:: DATA FOR REVIEW
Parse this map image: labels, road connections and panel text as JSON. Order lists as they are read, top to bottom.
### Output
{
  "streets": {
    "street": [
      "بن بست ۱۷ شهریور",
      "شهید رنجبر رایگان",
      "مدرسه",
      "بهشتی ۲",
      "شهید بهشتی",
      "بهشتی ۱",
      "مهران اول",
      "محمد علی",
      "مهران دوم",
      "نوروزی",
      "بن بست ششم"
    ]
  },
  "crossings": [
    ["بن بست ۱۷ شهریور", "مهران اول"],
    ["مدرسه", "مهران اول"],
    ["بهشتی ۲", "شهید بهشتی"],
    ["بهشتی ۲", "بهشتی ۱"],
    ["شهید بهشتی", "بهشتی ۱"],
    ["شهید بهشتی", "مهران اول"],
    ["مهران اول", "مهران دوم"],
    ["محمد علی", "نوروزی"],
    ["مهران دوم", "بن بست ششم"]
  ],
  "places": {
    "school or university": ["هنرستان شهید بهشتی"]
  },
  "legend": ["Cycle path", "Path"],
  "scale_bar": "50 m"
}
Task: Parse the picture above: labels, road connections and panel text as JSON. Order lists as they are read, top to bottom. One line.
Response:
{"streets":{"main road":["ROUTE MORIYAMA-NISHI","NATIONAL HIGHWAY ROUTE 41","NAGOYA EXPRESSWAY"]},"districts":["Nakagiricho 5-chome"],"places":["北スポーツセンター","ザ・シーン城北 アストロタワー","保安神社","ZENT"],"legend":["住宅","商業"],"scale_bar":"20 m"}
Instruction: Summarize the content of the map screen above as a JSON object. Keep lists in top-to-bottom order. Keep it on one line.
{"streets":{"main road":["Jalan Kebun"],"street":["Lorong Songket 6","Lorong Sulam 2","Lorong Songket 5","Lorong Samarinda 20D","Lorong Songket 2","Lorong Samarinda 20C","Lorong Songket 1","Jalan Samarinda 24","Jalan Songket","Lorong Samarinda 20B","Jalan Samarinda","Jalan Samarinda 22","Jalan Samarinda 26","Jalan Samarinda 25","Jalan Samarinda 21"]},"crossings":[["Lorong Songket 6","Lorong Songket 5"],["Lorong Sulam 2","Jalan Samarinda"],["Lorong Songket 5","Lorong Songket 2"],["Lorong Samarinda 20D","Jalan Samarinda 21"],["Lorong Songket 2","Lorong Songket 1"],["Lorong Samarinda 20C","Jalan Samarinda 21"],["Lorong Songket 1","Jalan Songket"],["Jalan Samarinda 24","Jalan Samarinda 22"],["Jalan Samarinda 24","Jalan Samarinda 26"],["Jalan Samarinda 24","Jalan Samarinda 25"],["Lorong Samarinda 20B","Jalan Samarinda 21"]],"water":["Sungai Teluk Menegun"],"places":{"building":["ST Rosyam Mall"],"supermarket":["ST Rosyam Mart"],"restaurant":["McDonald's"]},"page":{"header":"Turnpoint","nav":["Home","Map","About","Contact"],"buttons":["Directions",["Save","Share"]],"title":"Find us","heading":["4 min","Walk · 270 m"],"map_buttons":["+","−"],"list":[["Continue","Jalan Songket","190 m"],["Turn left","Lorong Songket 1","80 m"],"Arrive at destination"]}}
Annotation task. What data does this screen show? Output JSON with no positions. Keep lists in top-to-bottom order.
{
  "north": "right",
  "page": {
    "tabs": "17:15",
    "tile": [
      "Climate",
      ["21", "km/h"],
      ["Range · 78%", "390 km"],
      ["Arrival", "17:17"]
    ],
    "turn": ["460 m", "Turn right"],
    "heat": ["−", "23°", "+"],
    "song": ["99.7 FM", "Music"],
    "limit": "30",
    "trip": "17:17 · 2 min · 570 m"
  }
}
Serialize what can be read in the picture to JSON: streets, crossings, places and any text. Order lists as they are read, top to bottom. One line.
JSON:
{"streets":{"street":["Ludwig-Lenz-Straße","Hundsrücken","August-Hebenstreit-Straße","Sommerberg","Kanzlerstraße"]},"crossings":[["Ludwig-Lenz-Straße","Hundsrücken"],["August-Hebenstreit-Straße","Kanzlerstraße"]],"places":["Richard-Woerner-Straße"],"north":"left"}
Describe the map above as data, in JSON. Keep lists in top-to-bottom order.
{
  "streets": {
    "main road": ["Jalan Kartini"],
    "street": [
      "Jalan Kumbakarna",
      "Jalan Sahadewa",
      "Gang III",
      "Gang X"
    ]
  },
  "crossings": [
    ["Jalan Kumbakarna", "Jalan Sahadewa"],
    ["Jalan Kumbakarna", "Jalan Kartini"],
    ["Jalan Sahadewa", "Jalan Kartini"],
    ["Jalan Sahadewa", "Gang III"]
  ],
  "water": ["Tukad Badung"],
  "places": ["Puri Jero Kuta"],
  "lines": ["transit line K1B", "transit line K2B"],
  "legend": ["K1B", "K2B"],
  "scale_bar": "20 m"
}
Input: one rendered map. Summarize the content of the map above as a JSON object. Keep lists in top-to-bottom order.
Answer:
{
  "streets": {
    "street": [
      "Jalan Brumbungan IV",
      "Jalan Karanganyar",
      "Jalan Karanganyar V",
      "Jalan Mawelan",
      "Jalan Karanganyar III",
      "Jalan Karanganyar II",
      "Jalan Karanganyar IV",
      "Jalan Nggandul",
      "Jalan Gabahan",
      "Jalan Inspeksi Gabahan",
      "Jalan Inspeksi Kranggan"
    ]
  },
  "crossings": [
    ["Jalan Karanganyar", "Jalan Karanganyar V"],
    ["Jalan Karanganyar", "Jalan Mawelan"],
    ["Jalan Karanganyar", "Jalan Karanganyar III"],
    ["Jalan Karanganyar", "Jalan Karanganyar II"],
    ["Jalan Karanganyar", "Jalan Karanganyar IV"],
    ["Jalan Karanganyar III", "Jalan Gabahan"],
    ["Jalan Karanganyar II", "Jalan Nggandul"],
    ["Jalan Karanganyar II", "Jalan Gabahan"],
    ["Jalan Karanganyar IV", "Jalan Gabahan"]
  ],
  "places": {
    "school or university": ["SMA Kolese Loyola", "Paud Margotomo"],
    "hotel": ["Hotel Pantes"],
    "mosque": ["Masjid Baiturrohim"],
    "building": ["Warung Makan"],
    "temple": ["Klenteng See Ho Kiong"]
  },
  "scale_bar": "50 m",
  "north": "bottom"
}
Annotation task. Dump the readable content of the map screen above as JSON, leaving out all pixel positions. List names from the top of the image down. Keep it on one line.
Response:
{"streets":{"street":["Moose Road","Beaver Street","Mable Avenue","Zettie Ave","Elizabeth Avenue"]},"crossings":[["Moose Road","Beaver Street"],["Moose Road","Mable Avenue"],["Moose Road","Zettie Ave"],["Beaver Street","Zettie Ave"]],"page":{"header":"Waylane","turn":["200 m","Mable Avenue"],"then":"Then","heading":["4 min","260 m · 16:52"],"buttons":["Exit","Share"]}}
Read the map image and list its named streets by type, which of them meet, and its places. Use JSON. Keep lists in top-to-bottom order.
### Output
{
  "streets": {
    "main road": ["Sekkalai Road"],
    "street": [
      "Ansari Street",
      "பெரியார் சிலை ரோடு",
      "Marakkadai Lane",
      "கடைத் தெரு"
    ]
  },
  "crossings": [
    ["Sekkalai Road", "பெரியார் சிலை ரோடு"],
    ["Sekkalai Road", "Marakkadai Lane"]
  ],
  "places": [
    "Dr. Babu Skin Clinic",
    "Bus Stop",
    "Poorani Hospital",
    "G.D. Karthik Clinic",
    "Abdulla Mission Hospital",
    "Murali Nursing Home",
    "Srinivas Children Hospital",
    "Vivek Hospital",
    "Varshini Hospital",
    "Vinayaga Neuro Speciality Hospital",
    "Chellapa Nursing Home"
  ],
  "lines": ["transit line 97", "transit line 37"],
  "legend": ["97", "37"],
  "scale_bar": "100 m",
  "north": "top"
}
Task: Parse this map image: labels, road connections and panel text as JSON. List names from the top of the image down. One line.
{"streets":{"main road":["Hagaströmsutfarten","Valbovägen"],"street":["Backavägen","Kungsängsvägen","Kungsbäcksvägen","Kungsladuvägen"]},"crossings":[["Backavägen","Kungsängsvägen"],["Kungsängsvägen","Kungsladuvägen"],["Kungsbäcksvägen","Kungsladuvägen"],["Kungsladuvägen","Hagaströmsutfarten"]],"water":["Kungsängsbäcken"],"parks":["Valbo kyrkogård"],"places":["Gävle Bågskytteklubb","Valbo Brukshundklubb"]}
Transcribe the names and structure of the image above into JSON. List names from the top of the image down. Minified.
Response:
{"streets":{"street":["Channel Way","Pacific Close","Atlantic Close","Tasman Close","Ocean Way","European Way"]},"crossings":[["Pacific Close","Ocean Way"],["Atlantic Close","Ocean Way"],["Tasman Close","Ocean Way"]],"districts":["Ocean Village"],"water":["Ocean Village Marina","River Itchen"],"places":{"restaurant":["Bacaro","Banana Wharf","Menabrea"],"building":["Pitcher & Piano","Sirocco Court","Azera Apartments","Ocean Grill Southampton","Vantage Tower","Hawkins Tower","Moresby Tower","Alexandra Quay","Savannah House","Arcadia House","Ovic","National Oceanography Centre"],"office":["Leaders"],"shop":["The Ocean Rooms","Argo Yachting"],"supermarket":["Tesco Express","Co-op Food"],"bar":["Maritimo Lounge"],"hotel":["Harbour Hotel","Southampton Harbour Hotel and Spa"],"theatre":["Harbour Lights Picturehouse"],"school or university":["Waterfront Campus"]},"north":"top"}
::::
**WHAT THIS TASK INVOLVES:** Copy whichever lines of the records above contain the word "they".

**SOLUTION BELOW:**
Parse this map image: labels, road connections and panel text as JSON. Order lists as they are read, top to bottom.
Task: Parse the picture above: labels, road connections and panel text as JSON. Order lists as they are read, top to bottom. One line.
Serialize what can be read in the picture to JSON: streets, crossings, places and any text. Order lists as they are read, top to bottom. One line.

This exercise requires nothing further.